O antigo Mercado Municipal de Montes Claros

Pilar Literário / 20/11/2020 - 00h01

Muitas de nossas cidades no Norte de Minas tiveram a sua origem de um ponto de pouso para o descanso das tropas. Geralmente, era nestes pontos de pouso que surgiam os primeiros aglomerados de negociantes (os mascates), criando em algum lugar sombreado um tablado coberto de palhas, que logo depois era transformado num gigante barracão de feira. E o barracão de feira trazia pessoas de outros lugares, e, em pouco tempo, formava ali um pequeno povoado.

O tropeiro, sem dúvida, era a figura mais importante da época da colonização.

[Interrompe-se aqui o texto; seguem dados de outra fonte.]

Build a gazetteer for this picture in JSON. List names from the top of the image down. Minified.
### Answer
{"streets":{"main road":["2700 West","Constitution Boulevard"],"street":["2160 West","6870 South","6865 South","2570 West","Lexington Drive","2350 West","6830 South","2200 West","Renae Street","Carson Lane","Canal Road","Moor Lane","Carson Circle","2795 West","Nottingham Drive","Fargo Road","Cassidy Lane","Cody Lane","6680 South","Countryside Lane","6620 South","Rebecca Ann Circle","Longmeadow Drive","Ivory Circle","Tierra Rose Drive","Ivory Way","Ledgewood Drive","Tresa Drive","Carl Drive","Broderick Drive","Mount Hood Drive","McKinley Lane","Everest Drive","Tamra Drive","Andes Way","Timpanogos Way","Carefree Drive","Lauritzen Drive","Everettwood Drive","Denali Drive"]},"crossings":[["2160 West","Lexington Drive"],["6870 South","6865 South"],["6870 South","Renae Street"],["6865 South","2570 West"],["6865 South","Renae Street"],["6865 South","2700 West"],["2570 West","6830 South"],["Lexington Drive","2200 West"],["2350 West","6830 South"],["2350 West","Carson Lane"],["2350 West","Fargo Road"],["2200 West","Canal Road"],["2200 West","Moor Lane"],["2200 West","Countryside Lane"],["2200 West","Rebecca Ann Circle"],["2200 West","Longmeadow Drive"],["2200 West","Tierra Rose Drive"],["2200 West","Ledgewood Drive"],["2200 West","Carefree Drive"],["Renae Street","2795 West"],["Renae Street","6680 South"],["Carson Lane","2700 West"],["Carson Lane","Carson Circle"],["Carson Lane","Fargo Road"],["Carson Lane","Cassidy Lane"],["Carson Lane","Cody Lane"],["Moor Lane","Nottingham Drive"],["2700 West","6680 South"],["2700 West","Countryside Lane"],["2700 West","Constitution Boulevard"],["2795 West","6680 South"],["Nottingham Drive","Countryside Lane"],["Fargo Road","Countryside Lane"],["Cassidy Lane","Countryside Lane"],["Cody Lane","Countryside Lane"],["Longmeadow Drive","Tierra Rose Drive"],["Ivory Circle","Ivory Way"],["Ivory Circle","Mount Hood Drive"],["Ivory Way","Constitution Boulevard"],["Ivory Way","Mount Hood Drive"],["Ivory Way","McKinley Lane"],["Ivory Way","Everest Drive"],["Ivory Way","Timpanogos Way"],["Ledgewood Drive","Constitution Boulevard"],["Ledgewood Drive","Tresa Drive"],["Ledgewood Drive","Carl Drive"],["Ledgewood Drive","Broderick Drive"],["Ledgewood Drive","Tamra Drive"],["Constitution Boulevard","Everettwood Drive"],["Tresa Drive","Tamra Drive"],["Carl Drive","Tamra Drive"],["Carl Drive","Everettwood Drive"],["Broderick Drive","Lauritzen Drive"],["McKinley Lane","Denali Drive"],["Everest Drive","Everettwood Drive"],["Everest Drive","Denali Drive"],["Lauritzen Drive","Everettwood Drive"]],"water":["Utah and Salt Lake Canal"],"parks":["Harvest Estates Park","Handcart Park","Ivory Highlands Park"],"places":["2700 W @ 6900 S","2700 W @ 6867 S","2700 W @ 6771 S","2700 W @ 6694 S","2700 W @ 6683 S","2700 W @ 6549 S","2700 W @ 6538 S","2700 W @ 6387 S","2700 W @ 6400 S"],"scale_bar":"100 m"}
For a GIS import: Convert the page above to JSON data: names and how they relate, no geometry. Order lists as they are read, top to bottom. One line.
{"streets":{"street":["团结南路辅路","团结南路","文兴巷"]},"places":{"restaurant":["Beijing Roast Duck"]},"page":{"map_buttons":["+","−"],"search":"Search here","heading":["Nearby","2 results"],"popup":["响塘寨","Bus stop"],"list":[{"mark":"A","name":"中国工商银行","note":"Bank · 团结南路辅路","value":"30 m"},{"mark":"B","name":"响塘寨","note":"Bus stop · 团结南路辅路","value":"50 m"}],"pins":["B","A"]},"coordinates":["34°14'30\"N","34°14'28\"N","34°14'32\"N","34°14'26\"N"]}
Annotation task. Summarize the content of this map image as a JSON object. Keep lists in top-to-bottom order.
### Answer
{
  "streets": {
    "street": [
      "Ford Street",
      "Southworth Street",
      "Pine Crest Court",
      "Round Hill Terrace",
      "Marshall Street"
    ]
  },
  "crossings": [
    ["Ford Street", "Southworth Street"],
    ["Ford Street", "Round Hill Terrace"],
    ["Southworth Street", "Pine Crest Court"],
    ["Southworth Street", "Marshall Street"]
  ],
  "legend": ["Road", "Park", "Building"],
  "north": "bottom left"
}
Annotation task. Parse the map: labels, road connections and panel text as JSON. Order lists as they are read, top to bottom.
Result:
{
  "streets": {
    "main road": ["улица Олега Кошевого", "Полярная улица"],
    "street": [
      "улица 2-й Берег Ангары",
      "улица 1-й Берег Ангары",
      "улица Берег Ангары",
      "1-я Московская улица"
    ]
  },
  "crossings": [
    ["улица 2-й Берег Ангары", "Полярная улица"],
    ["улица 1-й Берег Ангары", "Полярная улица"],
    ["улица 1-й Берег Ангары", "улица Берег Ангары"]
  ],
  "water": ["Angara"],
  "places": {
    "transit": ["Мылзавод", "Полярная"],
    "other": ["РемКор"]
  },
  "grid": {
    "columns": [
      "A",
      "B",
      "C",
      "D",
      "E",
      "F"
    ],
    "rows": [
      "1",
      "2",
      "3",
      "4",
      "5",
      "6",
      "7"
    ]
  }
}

Ali, estabelecia-se o comércio de secos e molhados dentro do barracão de feira. Com o comércio em ascensão, criava-se uma Casa de Oração, que depois os fiéis a transformavam em Capela.

Essa Capela sempre tinha como padroeira o santo de devoção de um habitante importante do lugar, ou então, a data festiva mais popular da religiosidade do povo.

O pouso dos tropeiros, de povoado, passava-se a Vila em virtude do Mercado, da Igreja, da Cadeia e do Cartório Civil. O Povoado de Montes Claros das Formigas em nada foi diferente dos demais povoados brasileiros. Quando ainda era Vila de Formigas, ela já tinha o seu mercado e uma feira livre, que agregavam pessoas de vários lugares do Norte de Minas. (Dário Cotrim, IHGMC).

O antigo Mercado Municipal de Montes Claros teve sua construção iniciada a 3 de setembro de 1899; foi construído ali onde hoje se encontra o Shopping Popular Marão Ribeiro. Ali havia um comércio com muita variedade e muita riqueza oriunda de nossa região. Havia o Comércio Interno (dentro do mercado) e o Comércio Externo (pelo lado de fora das dependências do mesmo).

Ali havia muitos comerciantes, como Seu Jason do Caldo de Cana; Seu José Benício, no seu armazém; Seu Jonas Alves Almeida, com variedades em guloseimas; Seu Paulinho Leite com sua sorveteria, que era a nossa alegria de criança (foi a primeira sorveteria de Montes Claros); Seu Pedro Granadeiro com o seu café delicioso; Seu Nozinho, com uma farofa deliciosa e tinha também o Café Brazil de Juvenal de Souza Campos, meu saudoso pai.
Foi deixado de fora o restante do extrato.